I've been at this problem for ages trying but I'm not getting anywhere. Can anyone break this problem down for me into its core components or provide some code to get me going in the right direction. Really stuck!


Thanks alot!
 
  • #10
So . . . Out of the 100 odd views from this forum - there has not been one person capable of programming or shedding some light on this Matlab problem?
 
  • #11
Try reading http://personal.bgsu.edu/~carother/pi/Pi3a.html . Keep following the links that mention iterative formulas, and then read the simple example.

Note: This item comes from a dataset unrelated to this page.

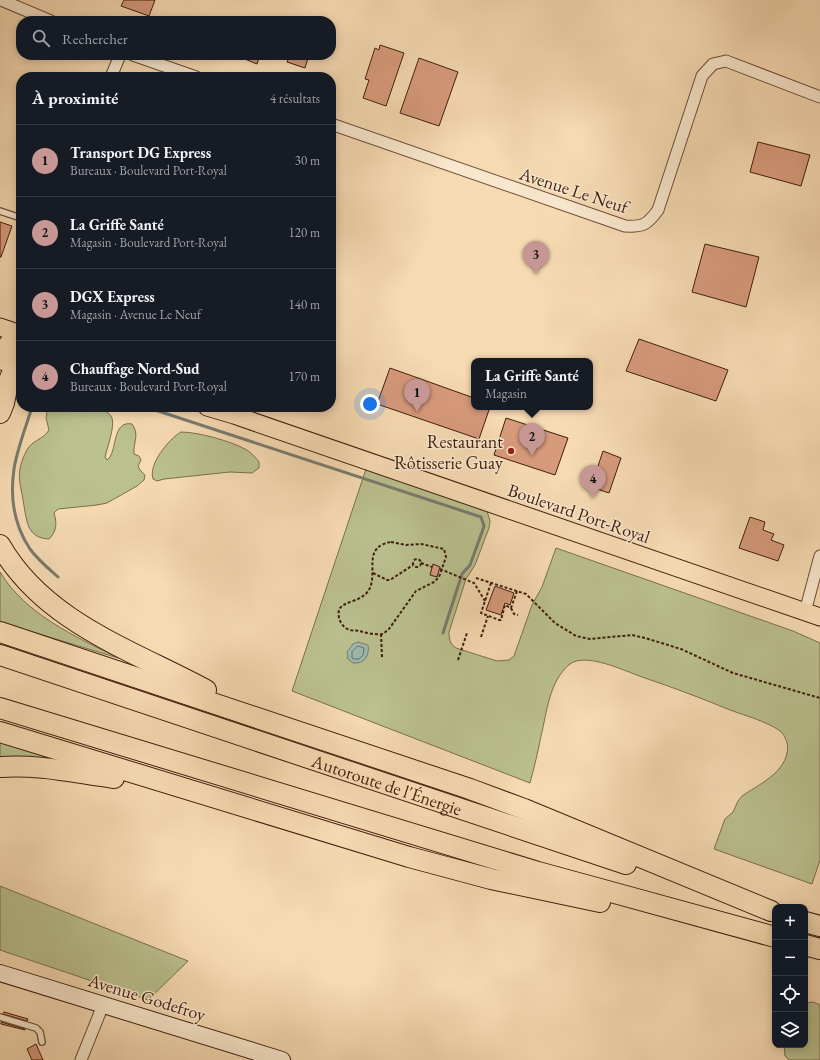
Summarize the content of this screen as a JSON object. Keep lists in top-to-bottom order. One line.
{"streets":{"highway":["Autoroute de l'Énergie"],"main road":["Boulevard Port-Royal"],"street":["Avenue Le Neuf","Avenue Godefroy"]},"places":["Restaurant Rôtisserie Guay"],"page":{"search":"Rechercher","heading":["À proximité","4 résultats"],"list":[{"mark":"1","name":"Transport DG Express","note":"Bureaux · Boulevard Port-Royal","value":"30 m"},{"mark":"2","name":"La Griffe Santé","note":"Magasin · Boulevard Port-Royal","value":"120 m"},{"mark":"3","name":"DGX Express","note":"Magasin · Avenue Le Neuf","value":"140 m"},{"mark":"4","name":"Chauffage Nord-Sud","note":"Bureaux · Boulevard Port-Royal","value":"170 m"}],"pins":["3","1","2","4"],"popup":["La Griffe Santé","Magasin"],"map_buttons":["+","−"]}}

The simple example is what you want to implement in Matlab. You should probably write a detailed comment block explaining your initial guesses for the upper and lower bounds and/or explaining the iterative formulas for the lower and upper bounds, and you should definitely cite the webpage if you find it helpful.
 
  • #12
strokebow said:
So . . . Out of the 100 odd views from this forum - there has not been one person capable of programming or shedding some light on this Matlab problem?

What is the problem? Do you not know how to find theta(n) or do you not know how to implement it in Matlab?
 
  • #13
strokebow said:
So . . . Out of the 100 odd views from this forum - there has not been one person capable of programming or shedding some light on this Matlab problem?

Before you even start to use Matlab (or any other computing tools) to solve the problem, you should at least have a plan in mind about the approach/method to use.

You asked about how Matlab can be used to solve the problem; well, tell us something about your plan (a pseudocode or the sort) and we will teach you how to implement that with Matlab.

Remember, Matlab is not the problem here. The problem, so far, is this: How do you use Archimedes Method to calculate pi.
 
  • #14
Thanks for your replies

The guy with the web address . . . I aint got a clue what that's going on about
I can't follow it at all

I tried following it . . . wrote some code - its crap
Code:
Pm = 1
    
    for n=1:15
        
          theta = 360/n;

    x = sin(theta);
    y = tan(theta);
        
    xn = (x*y)/(x+y);
    
    Pn = (2^(n+1))*xn;
    
    pn = (2^n)*x;
    Pn = (2^n)*y;
    
    pm = sqrt(pn*Pm)
    Pm = (2*pn*Pn)/(pn+Pn)
    end

what the hell is that? i dunno.

I thank you lot for your efforts in trying to help but it hasnt really helped me. Maybe if you actually were able to solve the tasks yourselves you would be able to help rather that just putting down what you think would be good ideas without knowing how to solve the problem yourselves.

Its not as easy as you seem to think. If it is, then prove it.
 
  • #15
Well, at least you've got something written, which is a start. Here is the outline of some code that I whipped up based on http://personal.bgsu.edu/~carother/pi/Pi3d.html :
Code:
% archpi.m
%
% Calculates pi by Archimedes' method
%
% Reference: http://personal.bgsu.edu/~carother/pi/Pi3a.html

p = 2*sqrt(2);
q = 4;

disp(sprintf('p \t\t q \t\t error'))

while ?
    disp(sprintf('%1.11f \t %1.11f \t %1.11f',p,q,abs(q-p)))
    nextq = ?;
    p = ?;
    q = ?;
end

disp(sprintf('%1.11f \t %1.11f \t %1.11f',p,q,abs(q-p)))
I didn't remember offhand whether Matlab is case-sensitive with respect to variable names, so I used q instead of P. The question marks indicate that the details of the code for that line are for you to fill in.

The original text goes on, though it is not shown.